Originally Posted by Darrel
I got one from FedX about 4 days after I had placed an order on eBay. My cursor had almost reached the icon before my cynical nature kicked in. I called the local FedX instead and heard "oh yeah that happens often - we don't have any thing for you" The next day my package came by regular mail.
Have a nice day - Darrel
Originally Posted by SKP Kirk
If you have any doubts, just go to the site of FedEx or UPS and do a track as they have all that you need for that and in that way you will know for sure that you are at the proper site. Those emails are actually pretty common and they are listed on most all of the warning lists.

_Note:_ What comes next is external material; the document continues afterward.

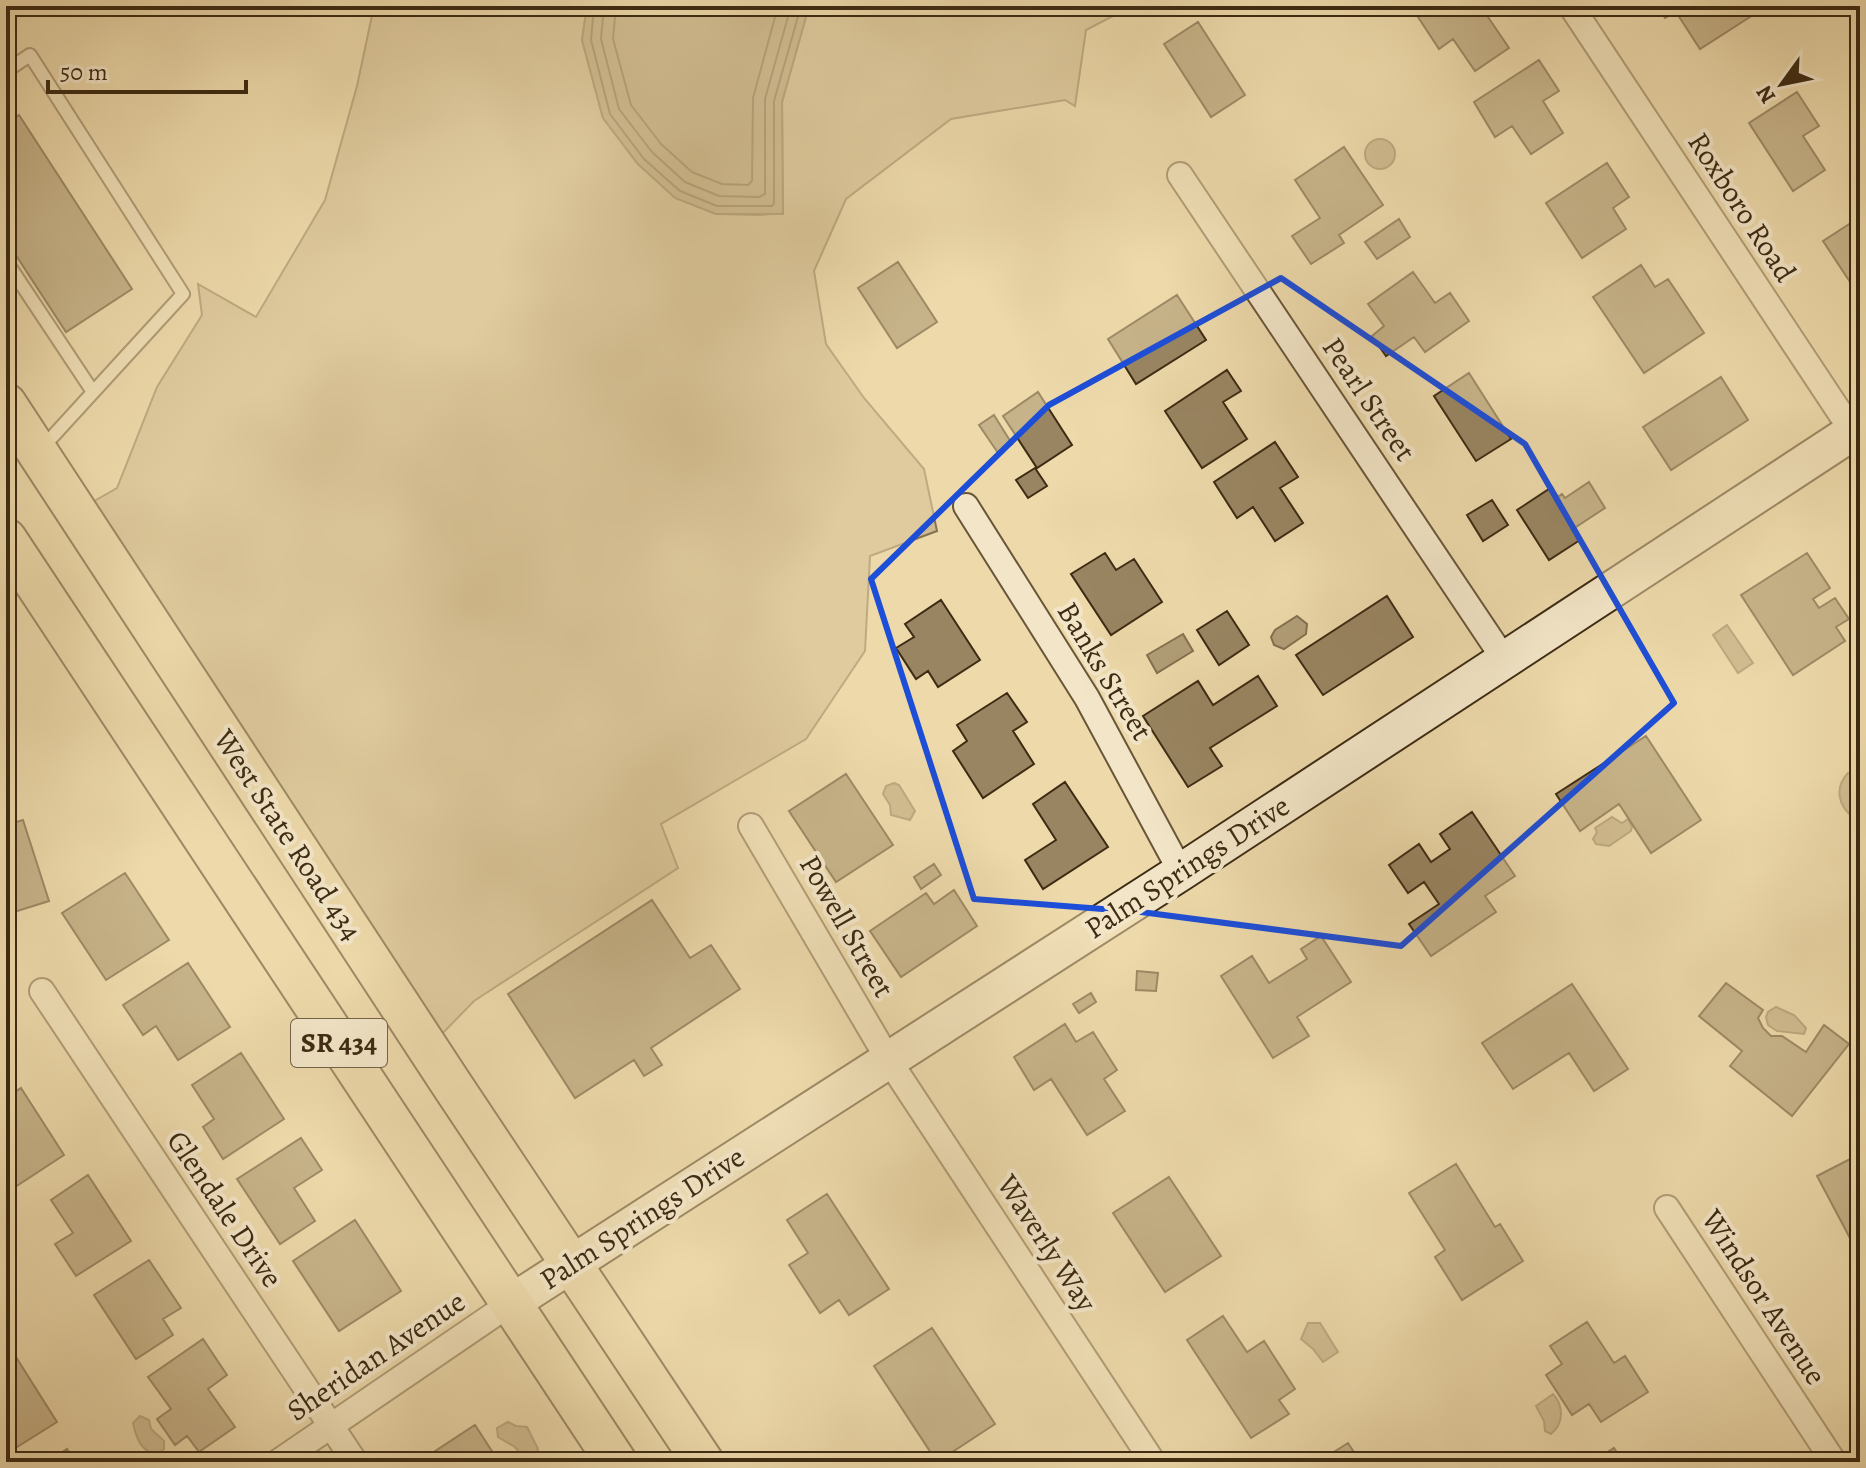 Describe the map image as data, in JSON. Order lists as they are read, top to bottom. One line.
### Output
{"streets":{"main road":["West State Road 434","SR 434"],"street":["Roxboro Road","Pearl Street","Banks Street","Palm Springs Drive","Powell Street","Glendale Drive","Waverly Way","Windsor Avenue","Sheridan Avenue"]},"crossings":[["Roxboro Road","Palm Springs Drive"],["Pearl Street","Palm Springs Drive"],["Banks Street","Palm Springs Drive"],["West State Road 434","Palm Springs Drive"],["West State Road 434","SR 434"],["Palm Springs Drive","Powell Street"],["Palm Springs Drive","SR 434"],["Palm Springs Drive","Waverly Way"],["Palm Springs Drive","Sheridan Avenue"],["Powell Street","Waverly Way"],["SR 434","Sheridan Avenue"],["Glendale Drive","Sheridan Avenue"]],"scale_bar":"50 m","north":"bottom left"}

Originally Posted by MSHappyCampers
Kirk, the e-mails that I received don't give any tracking number, just a link to click on for more info. I'm afraid that click would be disastrous!
Got a 'notice' from 'Fedex' just today, my spam filter put it in the appropriate folder but thought I's share some clues as to why it's not real.
First, the address: FedEx
It says it's from Fedex, but then the address should read: "@Fedex.com
Your parcel has arrived at December 19. Courier was unable to deliver the parcel to you.
To receive your parcel, print this label and go to the nearest office.
Notice the lack of details, no name, no address information. Also the poor grammar, "Your parcel has arrived at December 19
" It should read, "Your parcel has arrived on
December 19." Still not good grammar, but passable.
The link in the email: (h)ttp://files.klax-tv.com/list.php?fd=rWJTxZr5bn7BCExnFizxPVAmx33Dxm+Mast5OF p630GnD8fo=
My copy of a Fedex label is posted on 'klax-tv.com
By the way, clicking on the link brought up a message: "This program is not compatible with your operating system, Compatible operating systems are: Windows 8
Obviously is was a PROGRAM
that would load and run on a Windows machine, not a shipping label from Fedex.
Finally, the Header:
In your email program you can view the full header of an email. This email has the following header:
Received: from mx-mcdonald.atl.sa.earthlink.net ([220.127.116.11])
by mdl-compact.atl.sa.earthlink.net (EarthLink SMTP Server) with SMTP id 1y4Bfd1Ub3Nl37e0; Fri, 26 Dec 2014 15:12:19 -0500 (EST)
Received: from ds8864.dedicated.turbodns.co.uk ([18.104.22.168])
by mx-mcdonald.atl.sa.earthlink.net (EarthLink SMTP Server) with ESMTP id 1y4Bfc3tD3Nl36F0
for <email@example.com>; Fri, 26 Dec 2014 15:12:18 -0500 (EST)
Received: (qmail 28572 invoked by uid 10086); 26 Dec 2014 21:37:02 +0000
Date: 26 Dec 2014 21:37:02 +0000
Message-ID: <firstname.lastname@example.org dns.co.uk>
Subject: Delivery Status Notification
X-PHP-Originating-Script: 10086:.include82.php(241) : eval()'d code
From: "FedEx SmartPost" <email@example.com>
Reply-To: "FedEx SmartPost" <firstname.lastname@example.org>
Notice it's return path
an address in the United Kingdom (.UK)
A legitimate return path would be "@Fedex.com
Besides that, there's other evidence that the email has bounced around through different accounts to hide it's origin. Look at the header of a personal email from a friend and it will be more direct than the header above.
You don't have to play detective to such detail as I did above, but I did love Sherlock Holmes' powers of observation and deduction growing up! If you pay attention to only parts of the above clues to it's fraudulent origins, you won't be tricked.